Der erste Auftritt neben „alten Hasen“ – die Vielfalt macht’s
Jetzt war – während die WM-Halbzeitspiele liefen – der erste Auftritt des Wohnzimmertheaters im Innenhof der Kirche, mit der Truppe der Lese-Show „fett& kursiv“, in der neben der „Stamm-Mannschaft“ immer auch Gäste lesen dürfen. So steht dann ein Autor zum ersten Mal in seinem Leben auf der Bühne – direkt nach dem Auftritt eines „alten Hasen“ wie beispielsweise Rich Schwab. Doch dies ist nicht „Poetry Slam“, die Gäste sind handverlesen – und stehen den „Profis“ des Wohnzimmertheaters in nichts nach.

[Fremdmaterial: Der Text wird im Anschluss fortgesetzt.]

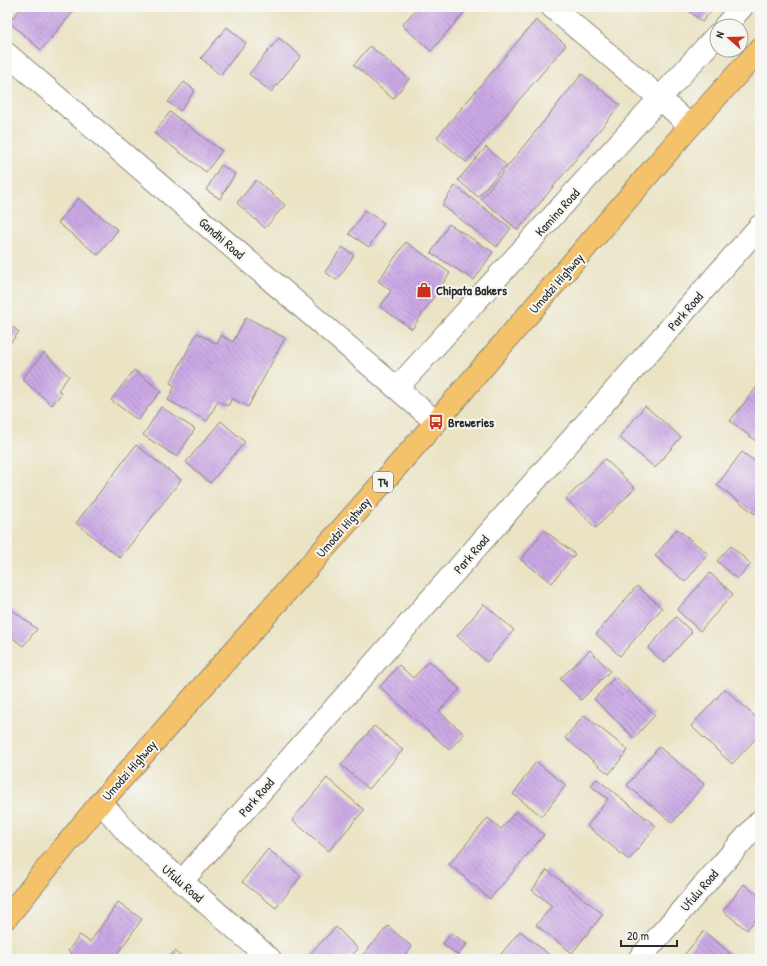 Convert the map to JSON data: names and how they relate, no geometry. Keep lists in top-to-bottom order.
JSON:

Anfang Juli war der Auftakt, am 2. August sind die Autorinnen und Autoren wieder mit komischen und besinnlichen, episch breiten und kurz pointierten, experimentellen und traditionell „gestrickten“ Texten, Gedichten oder Roman-Teilen, Erinnerungen oder Geschichten „auf Bestellung“ zu hören. Und wer während eines solchen Abends einen Lieblingsautor, eine Lieblingsautorin gefunden hat, kann ihn oder sie auch im August noch in Einzelauftritten im Lutherkirchen-Atrium – bei Bratwürstchen vom Grill, mit Bier oder anderen Getränken in der Hand – erleben: Alida Pisu und Georg Schnitzler, Andreas Hauffe, Dagmar Schönleber oder Katinka Buddenkotte: Sie alle lesen hier jeweils an einem Samstag, immer um 20 Uhr, den genauen Plan aller Auftritte gibt es hier.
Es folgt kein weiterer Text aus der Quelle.